The decision was lauded by Alexandria city officials, who said it will boost the local economy. They said it will also help offset the 7,200 jobs the city expected to lose under the Fort Belvoir realignment plan. U.S. Rep. Tom Davis (R) said it will relieve traffic around Fort Belvoir and the nearby Engineer Proving Ground, where 8,500 jobs are still headed.

Fairfax and state officials had been sharply critical of the Mark Center, which they said was the least preferable of the three sites. It is about five miles away from the nearest Metro stations. They, along with state and congressional leaders, had lobbied for the office complex to be built in Springfield, on federally-owned land within a half-mile of Metro and Virginia Railway Express.

Gerald E. Connolly (D), chairman of the Fairfax County Board of Supervisors, said the Army has missed an opportunity to make the best decision for encouraging transit and also spurring an economic revival in downtown Springfield. Connolly also noted that Fairfax will feel the brunt of the new traffic, particularly on the interstates.

"Many if not most of these workers will be coming from the south," he said. "That means they can't access this site by the VRE, and it means they're going to be in their automobiles driving across our county and Prince William County. The two big losers in terms of congestion are Prince William and Fairfax, and we get none of the benefit."

But a General Services Administration warehouse sits on the Springfield property. The 1.2 million-square-foot wooden structure was built in 1953 and holds a myriad of items -- including hard-copy patents and spare windows for the Pentagon -- for a half-dozen federal agencies. GSA officials have said it could take years and more than $100 million to move the warehouse's contents.

The jobs are being shifted as part of a larger plan by Congress and the Army to move 20,000 Washington area workers, some of them in sensitive positions, to secure job sites outside the Capital Beltway. Most of the jobs will be shifted to Fort Belvoir and the nearby Engineer Proving Ground in southern Fairfax.

When the plan was announced in 2005, Virginia officials decried the likely adverse impact on traffic if thousands of motorists -- many of whom currently take mass transit to jobs in Arlington County -- piled onto interstates 95 and 395 and the Beltway.

Army officials agreed to consider other sites for at least a few thousand of the workers. Another location in the mix was the Victory Center, off Eisenhower Avenue in Alexandria. Fairfax officials had said this was the second-best option because one office building was already under construction and the site is about a half-mile from the Van Dorn Street Metro station.

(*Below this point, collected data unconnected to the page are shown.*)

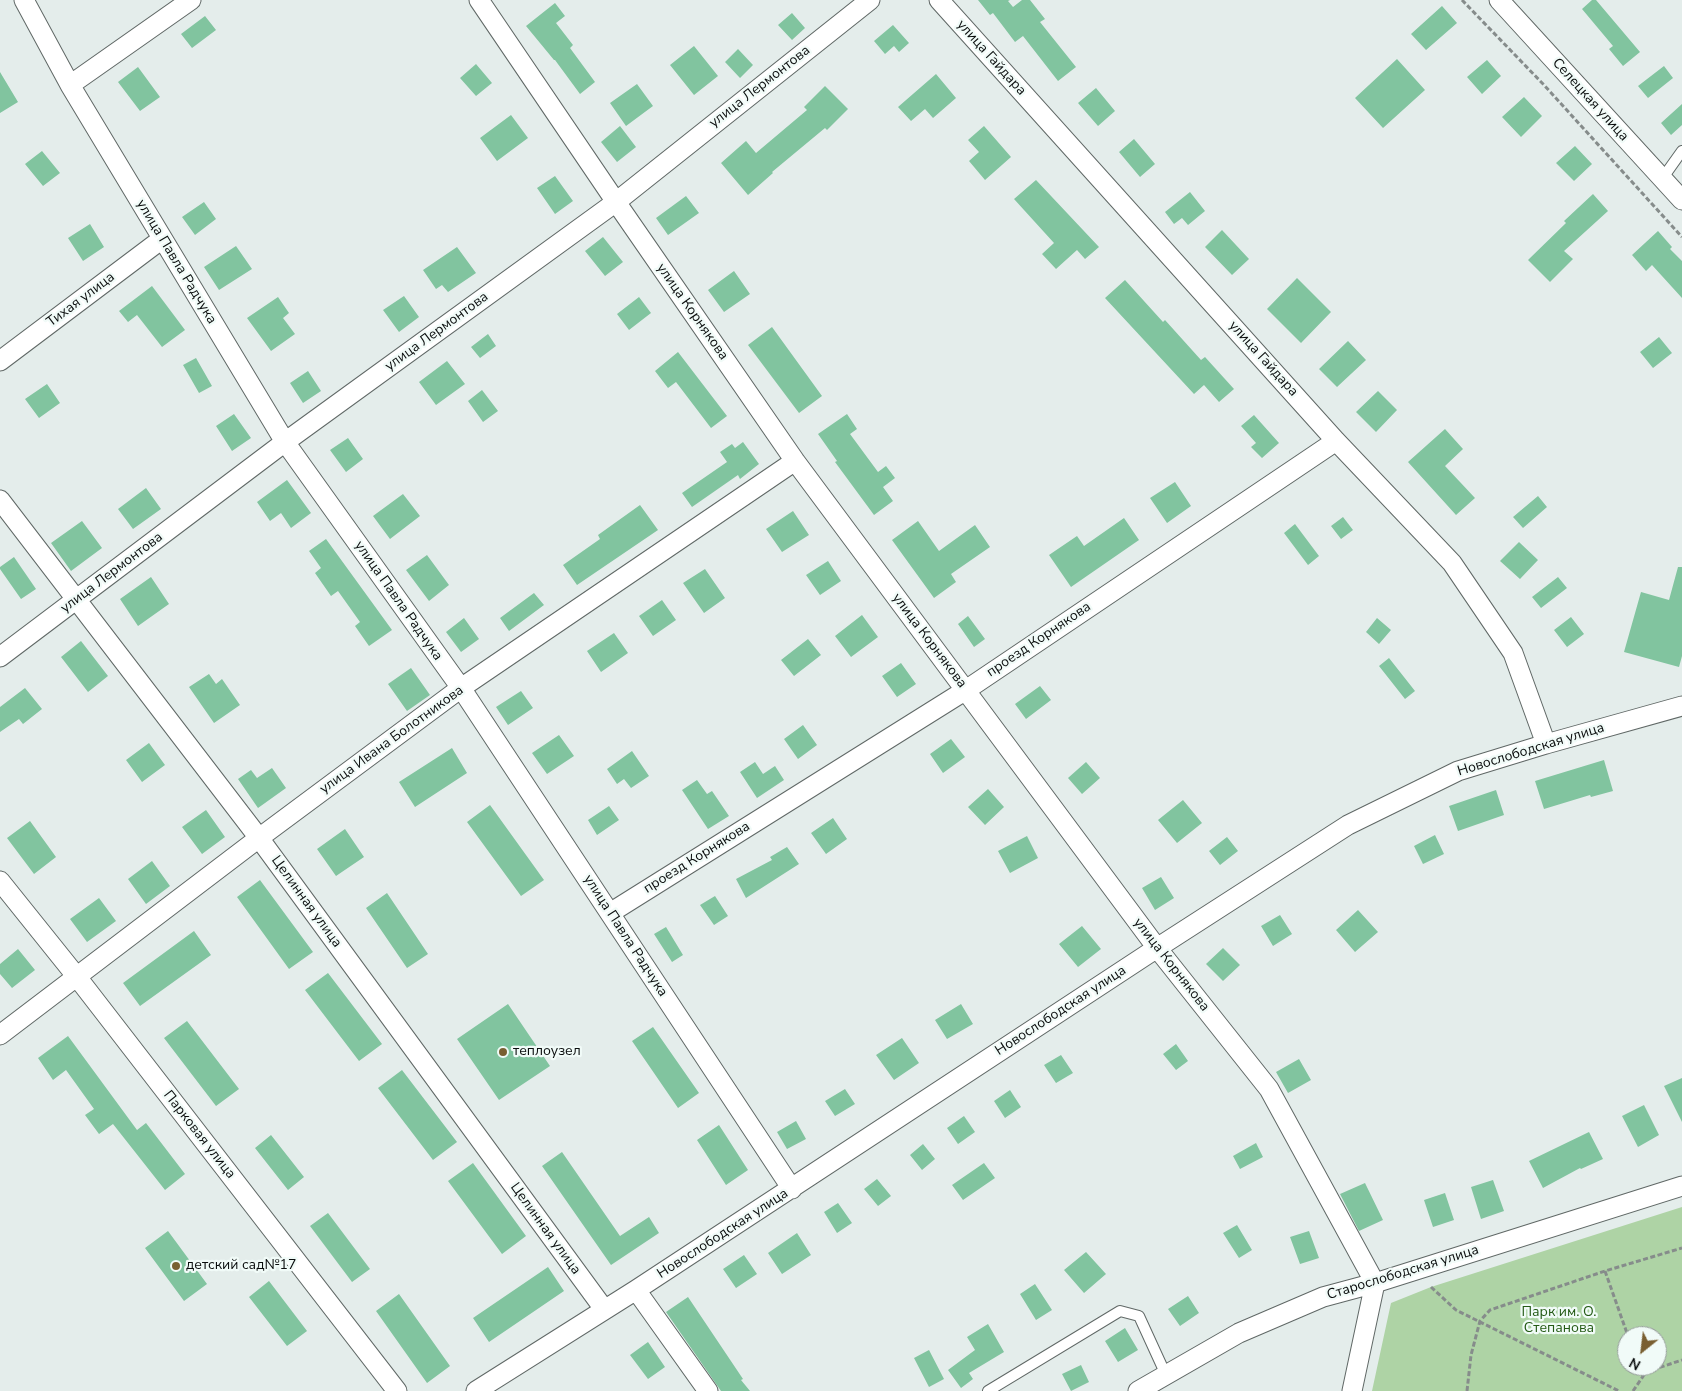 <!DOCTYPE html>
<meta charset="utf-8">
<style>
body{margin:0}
#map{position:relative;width:1682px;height:1391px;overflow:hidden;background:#e4edeb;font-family:"Nunito Sans",sans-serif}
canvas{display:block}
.north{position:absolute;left:1617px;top:1326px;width:50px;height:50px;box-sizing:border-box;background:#f1fbf8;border:1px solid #959c9a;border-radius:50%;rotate:209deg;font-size:14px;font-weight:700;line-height:20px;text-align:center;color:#0a0d0d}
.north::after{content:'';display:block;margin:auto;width:18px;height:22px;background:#795f31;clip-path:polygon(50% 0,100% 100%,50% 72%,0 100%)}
</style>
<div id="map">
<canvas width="1682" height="1391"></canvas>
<div class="north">N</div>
</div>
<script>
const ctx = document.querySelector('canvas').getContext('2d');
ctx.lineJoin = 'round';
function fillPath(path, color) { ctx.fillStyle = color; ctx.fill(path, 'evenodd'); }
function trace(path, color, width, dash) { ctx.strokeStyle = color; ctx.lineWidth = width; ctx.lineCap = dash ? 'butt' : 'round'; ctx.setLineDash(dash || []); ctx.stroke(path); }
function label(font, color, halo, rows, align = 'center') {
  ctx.font = font + ' "Nunito Sans",sans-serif'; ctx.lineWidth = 4.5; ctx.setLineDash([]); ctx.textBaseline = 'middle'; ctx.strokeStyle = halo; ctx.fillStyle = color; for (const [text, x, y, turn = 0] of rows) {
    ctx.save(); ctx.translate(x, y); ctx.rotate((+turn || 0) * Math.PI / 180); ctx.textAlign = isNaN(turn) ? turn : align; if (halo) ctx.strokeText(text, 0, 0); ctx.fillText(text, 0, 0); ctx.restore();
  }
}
const green = new Path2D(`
 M 1682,1207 L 1682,1391 L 1372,1391 L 1391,1303 L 1431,1287 ZM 1627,1336 L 1657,1336 L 1657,1366 L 1627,1366 Z`);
const building = new Path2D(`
 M 978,0 L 1010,0 L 1008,1 L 1013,7 L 1022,0 L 1030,0 L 1045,19 L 1040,22 L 1076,67 L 1058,81 L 1023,36 L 1015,42 L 993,13 L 990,15 Z
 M 1592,0 L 1596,0 L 1640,52 L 1623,66 L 1609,49 L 1613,46 L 1582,9 Z
 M 555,3 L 565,16 L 556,23 L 573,45 L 570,48 L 595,82 L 580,94 L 555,60 L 554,60 L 526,26 Z
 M 1442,6 L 1457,23 L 1426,50 L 1411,34 Z
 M 792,13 L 805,28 L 792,40 L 778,25 Z
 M 205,16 L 216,30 L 192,48 L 181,34 Z
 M 893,25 L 909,43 L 899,52 L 894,46 L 885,54 L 874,41 Z
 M 694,46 L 718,76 L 694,95 L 670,65 Z
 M 738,49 L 753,65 L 740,78 L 725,62 Z
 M 1397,59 L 1425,90 L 1383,128 L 1355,98 Z
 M 1487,60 L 1501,76 L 1482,94 L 1467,77 Z
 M 476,64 L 492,83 L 476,96 L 460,78 Z
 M 1664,66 L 1673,78 L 1648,98 L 1638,86 Z
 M 138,67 L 160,97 L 140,111 L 118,82 Z
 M 0,72 L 18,102 L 0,113 Z
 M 936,74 L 956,98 L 933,118 L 925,109 L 911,121 L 898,107 Z
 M 637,84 L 653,106 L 626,126 L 610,103 Z
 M 825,86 L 848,109 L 827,130 L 825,128 L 772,172 L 773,173 L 748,195 L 721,163 L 746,141 L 756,153 L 807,110 L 804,107 Z
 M 1096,88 L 1115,111 L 1098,126 L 1078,103 Z
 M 1524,97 L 1542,116 L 1521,137 L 1502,117 Z
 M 1682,104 L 1682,125 L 1671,135 L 1661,123 Z
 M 511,115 L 528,138 L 497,161 L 480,138 Z
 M 620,126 L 636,147 L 617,162 L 601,142 Z
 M 984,126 L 1011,157 L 985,180 L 969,161 L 979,152 L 968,140 Z
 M 1134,139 L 1155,164 L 1140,177 L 1119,152 Z
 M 1575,146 L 1592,164 L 1574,181 L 1556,163 Z
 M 42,151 L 60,173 L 43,186 L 25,164 Z
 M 555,176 L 573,201 L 555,214 L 537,188 Z
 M 1036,180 L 1099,247 L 1085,259 L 1077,250 L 1056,269 L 1042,254 L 1054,243 L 1014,199 Z
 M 1190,192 L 1205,211 L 1188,225 L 1182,218 L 1174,224 L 1165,212 Z
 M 1593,194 L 1608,211 L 1564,251 L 1573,259 L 1550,282 L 1528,260 L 1566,223 L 1564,221 Z
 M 686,196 L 699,213 L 668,235 L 656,218 Z
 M 204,202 L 216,219 L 195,235 L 182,217 Z
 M 90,224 L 104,247 L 83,261 L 68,238 Z
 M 1222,230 L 1249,259 L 1232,275 L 1205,247 Z
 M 1658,231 L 1672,247 L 1670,249 L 1682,261 L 1682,298 L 1652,265 L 1646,271 L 1632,255 Z
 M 603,237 L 623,262 L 605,276 L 585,251 Z
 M 236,246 L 252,269 L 219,290 L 204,267 Z
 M 457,247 L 476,273 L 448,292 L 442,285 L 436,289 L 423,270 Z
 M 734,271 L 750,294 L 724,312 L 708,290 Z
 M 1297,278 L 1331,312 L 1301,343 L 1267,309 Z
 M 1125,280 L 1163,322 L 1165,320 L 1201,360 L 1205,357 L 1234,389 L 1219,402 L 1204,385 L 1194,394 L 1105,298 Z
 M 152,286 L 185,330 L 162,347 L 137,315 L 128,322 L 119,311 Z
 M 404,296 L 419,317 L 399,332 L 383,310 Z
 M 278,297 L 289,313 L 283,318 L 295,334 L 271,351 L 247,318 Z
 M 639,297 L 651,313 L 629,330 L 617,314 Z
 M 772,327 L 822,396 L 799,413 L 748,345 Z
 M 488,334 L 496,346 L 480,358 L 471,347 Z
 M 1659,337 L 1672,353 L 1653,368 L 1640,352 Z
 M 1348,341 L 1366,360 L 1337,387 L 1319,369 Z
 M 678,352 L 727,416 L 711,428 L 676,382 L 668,388 L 655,371 Z
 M 196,358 L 212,386 L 199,393 L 183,365 Z
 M 447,361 L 465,384 L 436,405 L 419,382 Z
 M 308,371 L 321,391 L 303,403 L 290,383 Z
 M 47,384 L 60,403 L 39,418 L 25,399 Z
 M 482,390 L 498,411 L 483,422 L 468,401 Z
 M 1378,391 L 1397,410 L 1376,432 L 1356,412 Z
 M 234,414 L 251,438 L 232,451 L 216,426 Z
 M 847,414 L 857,429 L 850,434 L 878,472 L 886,466 L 895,478 L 883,487 L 893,501 L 874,515 L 835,462 L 837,461 L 818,434 Z
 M 1254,415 L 1279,443 L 1262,458 L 1251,447 L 1256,443 L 1241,426 Z
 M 1445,429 L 1463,449 L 1445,466 L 1475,498 L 1456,515 L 1408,462 Z
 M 348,438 L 363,459 L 346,472 L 330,450 Z
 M 743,442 L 759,464 L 740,479 L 738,475 L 692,507 L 682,493 L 727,462 L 720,452 L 732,444 L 735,448 Z
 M 287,480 L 311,513 L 291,528 L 281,513 L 270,521 L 257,502 Z
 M 1175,482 L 1191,506 L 1167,523 L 1150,498 Z
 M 146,488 L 161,509 L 133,529 L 118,509 Z
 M 403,494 L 420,516 L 390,539 L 373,516 Z
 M 1538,496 L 1547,507 L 1523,528 L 1513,517 Z
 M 640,505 L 658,530 L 577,585 L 563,565 L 600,539 L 598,535 Z
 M 793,511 L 809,535 L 782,552 L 766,529 Z
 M 1343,517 L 1353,530 L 1341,539 L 1331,526 Z
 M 1124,518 L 1139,540 L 1071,587 L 1049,555 L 1077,536 L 1084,546 Z
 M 82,521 L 102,548 L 71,571 L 51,543 Z
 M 918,521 L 939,551 L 975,525 L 990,547 L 951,574 L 956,582 L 934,598 L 892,540 Z
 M 1295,524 L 1319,556 L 1308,565 L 1284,533 Z
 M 326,539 L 392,630 L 369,646 L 355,626 L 360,622 L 338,591 L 331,596 L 315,573 L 321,568 L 309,551 Z
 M 1519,542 L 1538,560 L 1520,579 L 1500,561 Z
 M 427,555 L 449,585 L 429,601 L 406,570 Z
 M 14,557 L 36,589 L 21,599 L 0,569 L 0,567 Z
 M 828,561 L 841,581 L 820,595 L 806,575 Z
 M 1678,567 L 1682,567 L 1682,656 L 1679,667 L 1624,652 L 1641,592 L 1669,600 Z
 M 705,569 L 725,598 L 704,613 L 683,583 Z
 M 151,577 L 169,604 L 138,626 L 120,599 Z
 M 1558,577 L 1567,588 L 1541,608 L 1532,597 Z
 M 534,593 L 544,605 L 509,631 L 500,618 Z
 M 662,600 L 676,620 L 653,636 L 639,616 Z
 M 862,615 L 878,637 L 851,657 L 835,636 Z
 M 968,616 L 985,639 L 974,647 L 958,624 Z
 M 1571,617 L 1584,634 L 1567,647 L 1554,630 Z
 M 464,618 L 479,639 L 461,652 L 446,632 Z
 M 1377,618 L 1391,630 L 1379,644 L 1366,632 Z
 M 614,633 L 628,653 L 601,672 L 587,651 Z
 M 808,639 L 821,655 L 794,676 L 781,660 Z
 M 81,641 L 108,676 L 88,692 L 61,657 Z
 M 1389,658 L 1415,691 L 1405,699 L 1379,666 Z
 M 901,663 L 916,684 L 897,697 L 882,676 Z
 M 411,668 L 430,695 L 407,711 L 388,684 Z
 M 209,674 L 216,684 L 222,679 L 240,705 L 214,723 L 189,687 Z
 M 1040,686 L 1051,700 L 1026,719 L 1015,704 Z
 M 25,688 L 42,709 L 23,724 L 19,719 L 0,732 L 0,707 Z
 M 521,691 L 533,708 L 508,725 L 496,707 Z
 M 803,725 L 817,745 L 798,759 L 784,739 Z
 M 559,735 L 574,756 L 547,774 L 532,753 Z
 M 951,739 L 965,757 L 943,773 L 930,754 Z
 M 149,743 L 165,765 L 142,782 L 126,760 Z
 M 452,748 L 467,773 L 415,807 L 399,782 Z
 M 632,751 L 649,776 L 631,788 L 624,779 L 617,784 L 607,769 Z
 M 1604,760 L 1613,791 L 1591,797 L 1590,795 L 1544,809 L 1535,781 Z
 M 755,762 L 763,774 L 775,766 L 784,780 L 757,798 L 740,772 Z
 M 1086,762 L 1100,778 L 1082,794 L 1068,778 Z
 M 272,768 L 286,788 L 258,808 L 238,779 L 251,770 L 257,778 Z
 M 697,780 L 707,794 L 712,791 L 729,816 L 708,829 L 682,790 Z
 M 988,789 L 1004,807 L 985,825 L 968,807 Z
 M 1496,790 L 1504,815 L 1458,831 L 1449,806 Z
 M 1183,800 L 1202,823 L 1177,843 L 1158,820 Z
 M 490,805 L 544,880 L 521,896 L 467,822 Z
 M 609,806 L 619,820 L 597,835 L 588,820 Z
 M 206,810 L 225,837 L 202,854 L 182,827 Z
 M 833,818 L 847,839 L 826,854 L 811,833 Z
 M 30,821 L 56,857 L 34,874 L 7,838 Z
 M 345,829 L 364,857 L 336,876 L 317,849 Z
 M 1435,835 L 1444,854 L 1423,864 L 1414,846 Z
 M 1027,836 L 1038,858 L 1010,873 L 998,851 Z
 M 1227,837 L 1238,851 L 1220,865 L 1209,851 Z
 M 787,847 L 799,864 L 746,898 L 736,879 L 772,860 L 770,857 Z
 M 152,861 L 170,886 L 146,904 L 128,879 Z
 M 1161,877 L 1174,898 L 1155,910 L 1142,888 Z
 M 260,880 L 313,952 L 289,969 L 237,897 Z
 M 387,893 L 428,954 L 407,968 L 366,908 Z
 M 715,896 L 728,916 L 714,925 L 700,905 Z
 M 99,898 L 116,921 L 87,942 L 70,919 Z
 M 1358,910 L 1378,932 L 1355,952 L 1336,930 Z
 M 1280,915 L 1292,934 L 1273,946 L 1261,926 Z
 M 1082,926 L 1101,949 L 1078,967 L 1059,944 Z
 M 666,927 L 683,955 L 672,962 L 654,934 Z
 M 194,931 L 211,955 L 140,1006 L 123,983 Z
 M 1223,948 L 1240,965 L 1223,981 L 1206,964 Z
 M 18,949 L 35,970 L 12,988 L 0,974 L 0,964 Z
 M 328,973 L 382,1044 L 359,1061 L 305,990 Z
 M 508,1004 L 550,1066 L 499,1100 L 457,1039 Z
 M 961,1004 L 973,1024 L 947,1039 L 935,1020 Z
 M 187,1021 L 239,1089 L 216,1106 L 164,1038 Z
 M 653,1027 L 699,1093 L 678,1108 L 632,1041 Z
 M 68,1036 L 137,1130 L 146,1123 L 185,1174 L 165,1190 L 113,1124 L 99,1134 L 85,1115 L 94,1109 L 66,1070 L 53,1080 L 38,1058 Z
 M 902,1038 L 919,1063 L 894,1080 L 876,1055 Z
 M 1176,1044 L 1188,1061 L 1176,1070 L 1163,1054 Z
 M 1061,1055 L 1073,1073 L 1056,1083 L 1044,1065 Z
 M 1299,1059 L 1311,1080 L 1288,1093 L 1276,1072 Z
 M 402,1070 L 457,1142 L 433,1160 L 378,1088 Z
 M 1682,1078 L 1682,1122 L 1664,1086 Z
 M 845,1089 L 855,1104 L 835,1116 L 825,1101 Z
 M 1010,1090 L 1021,1107 L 1005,1118 L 994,1101 Z
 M 1644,1105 L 1659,1135 L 1638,1147 L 1622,1116 Z
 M 964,1116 L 975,1132 L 958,1144 L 947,1128 Z
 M 796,1121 L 806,1139 L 787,1149 L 777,1132 Z
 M 719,1125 L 748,1170 L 726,1185 L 697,1140 Z
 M 1589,1132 L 1603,1159 L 1581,1169 L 1580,1168 L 1543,1188 L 1529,1161 Z
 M 271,1135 L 304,1177 L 288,1190 L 255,1148 Z
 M 1256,1143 L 1263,1157 L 1240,1169 L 1233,1156 Z
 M 923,1144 L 935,1159 L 922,1170 L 910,1155 Z
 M 562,1152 L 620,1236 L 649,1217 L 659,1233 L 611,1265 L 542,1166 Z
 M 473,1163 L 526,1236 L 502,1254 L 448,1181 Z
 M 984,1163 L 995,1178 L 963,1200 L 952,1185 Z
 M 877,1179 L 891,1196 L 878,1206 L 864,1189 Z
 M 1493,1180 L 1504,1211 L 1481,1219 L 1471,1187 Z
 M 1365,1183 L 1383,1220 L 1359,1231 L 1340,1194 Z
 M 1445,1193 L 1454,1220 L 1433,1227 L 1424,1200 Z
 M 838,1203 L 852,1223 L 837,1233 L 824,1212 Z
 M 328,1213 L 370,1269 L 352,1282 L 310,1226 Z
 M 1237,1225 L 1252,1250 L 1239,1258 L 1223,1233 Z
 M 168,1231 L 207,1284 L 184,1301 L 145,1248 Z
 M 1309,1231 L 1319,1258 L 1300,1264 L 1290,1237 Z
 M 797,1233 L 811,1255 L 782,1274 L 768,1253 Z
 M 1086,1252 L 1106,1274 L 1084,1293 L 1064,1270 Z
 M 744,1255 L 757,1274 L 736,1288 L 723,1269 Z
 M 548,1267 L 564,1291 L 489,1342 L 473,1318 Z
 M 269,1281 L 307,1331 L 287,1346 L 249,1297 Z
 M 1035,1284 L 1052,1310 L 1036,1320 L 1020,1294 Z
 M 399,1294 L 450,1366 L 427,1383 L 376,1311 Z
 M 1188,1296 L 1199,1313 L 1180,1326 L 1168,1309 Z
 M 688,1297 L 743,1379 L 741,1380 L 750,1391 L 721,1391 L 666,1312 Z
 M 988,1324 L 1004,1352 L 969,1373 L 973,1379 L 961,1388 L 948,1370 L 975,1350 L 967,1337 Z
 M 1125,1328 L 1138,1350 L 1118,1362 L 1105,1341 Z
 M 648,1342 L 665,1367 L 648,1379 L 630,1355 Z
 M 929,1350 L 944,1379 L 929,1387 L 914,1358 Z
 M 1081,1365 L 1089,1382 L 1071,1391 L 1062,1374 Z`);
const path = new Path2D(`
 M 1462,0 L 1544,85 L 1682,237
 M 1605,1271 L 1628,1336
 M 1431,1287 L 1456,1310 L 1619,1391
 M 1467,1391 L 1471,1355 L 1480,1321 L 1490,1310 L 1605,1271 L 1682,1248
 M 1633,1391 L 1646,1372 L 1682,1360`);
const lane = new Path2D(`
 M 1662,179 L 1682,151
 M 988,1391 L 1120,1311 L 1139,1316 L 1166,1375`);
const street = new Path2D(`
 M 24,0 L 70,85 L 285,442 L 461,688 L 792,1189
 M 479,0 L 616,202 L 795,461 L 1157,948 L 1269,1089 L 1375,1283 L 1352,1391
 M 939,0 L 1336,441 L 1452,563 L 1513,653 L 1546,744
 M 1499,0 L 1682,200
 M 70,85 L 191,0
 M 0,361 L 162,239
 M 0,500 L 259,838 L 604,1309
 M 0,657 L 285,442 L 616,202 L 870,0
 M 0,881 L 77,977 L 397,1391
 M 610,913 L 966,690 L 1336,441
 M 0,1035 L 259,838 L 461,688 L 795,461
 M 636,1290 L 708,1391
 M 476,1391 L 636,1290 L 1157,948 L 1348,825 L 1458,771 L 1546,744 L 1682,706
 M 1138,1391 L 1239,1333 L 1323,1297 L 1375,1283 L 1682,1186`);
const markers = [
 [503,1052,5,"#795f31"],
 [176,1266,5,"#795f31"]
];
const streetNames = [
 ["улица Гайдара",991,58,48],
 ["улица Лермонтова",760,87,-38],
 ["Селецкая улица",1590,100,48],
 ["улица Павла Радчука",176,262,59],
 ["Тихая улица",81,300,-37],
 ["улица Корнякова",692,312,55],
 ["улица Лермонтова",437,332,-36],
 ["улица Гайдара",1263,359,48],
 ["улица Лермонтова",112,573,-37],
 ["улица Павла Радчука",398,601,55],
 ["проезд Корнякова",1039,640,-34],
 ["улица Корнякова",929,641,53],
 ["улица Ивана Болотникова",392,740,-36],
 ["Новослободская улица",1531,750,-17],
 ["проезд Корнякова",697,858,-32],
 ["Целинная улица",306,902,54],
 ["улица Павла Радчука",625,936,57],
 ["улица Корнякова",1171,965,52],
 ["Новослободская улица",1061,1011,-33],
 ["Парковая улица",199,1135,52],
 ["Целинная улица",545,1229,54],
 ["Новослободская улица",723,1234,-33],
 ["Старослободская улица",1403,1273,-17]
];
const poiNames = [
 ["теплоузел",513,1052],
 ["детский сад№17",186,1266]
];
const parkNames = [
 ["Парк им. О.",1559,1313],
 ["Степанова",1559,1329]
];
fillPath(green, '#aed3a5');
fillPath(building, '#81c49f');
trace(lane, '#606866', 12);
trace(street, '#606866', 21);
trace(path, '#868c8b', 3, [5, 2.5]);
trace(lane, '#fff', 10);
trace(street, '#fff', 19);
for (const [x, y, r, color] of markers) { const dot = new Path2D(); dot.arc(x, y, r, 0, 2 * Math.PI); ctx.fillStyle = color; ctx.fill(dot); trace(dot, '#f1fbf8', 2); }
label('14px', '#0a0d0d', '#f1fbf8', streetNames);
label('14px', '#0a0d0d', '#f1fbf8', poiNames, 'left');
label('14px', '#245a15', '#f1fbf8', parkNames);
</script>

Peter Scholtz, a senior vice president for Duke Realty, which owns the Mark Center, said the property offered several key advantages. Because the land is unoccupied, the Army can construct the offices to its own specifications. It is adjacent to a large hotel and convention center, and it is within walking distance of homes and restaurants.

Eastin disagreed with Fairfax officials that the Mark Center is the least desirable spot regarding traffic management.

The Mark Center is adjacent to I-395, and the Army, together with Alexandria officials, is planning for buses to ferry commuters from parking lots, the King Street Metro station and VRE stations in the mornings and afternoons. They also are planning for a new exit from I-395 to Seminary Road only for high-occupancy vehicles, he said.

Eastin also cited the ability of Mark Center's developers to turn over the property in time for the Army to meet its September 2011 deadline. That factor has drawn criticism from local and state officials, who say the deadline could have been shifted to accommodate the best site.

Eastin countered that the deadline was a financial issue, too: Every month that the 6,400 jobs remain in leased office space, the Army is spending $2 million on rent, he said. The GSA warehouse site would have been ready 33 months late, costing the Army $66 million in additional rent, he said.

Some officials said anything is better than the original destination, Fort Belvoir, which even the Army agreed would not have been able to handle such an onslaught of traffic.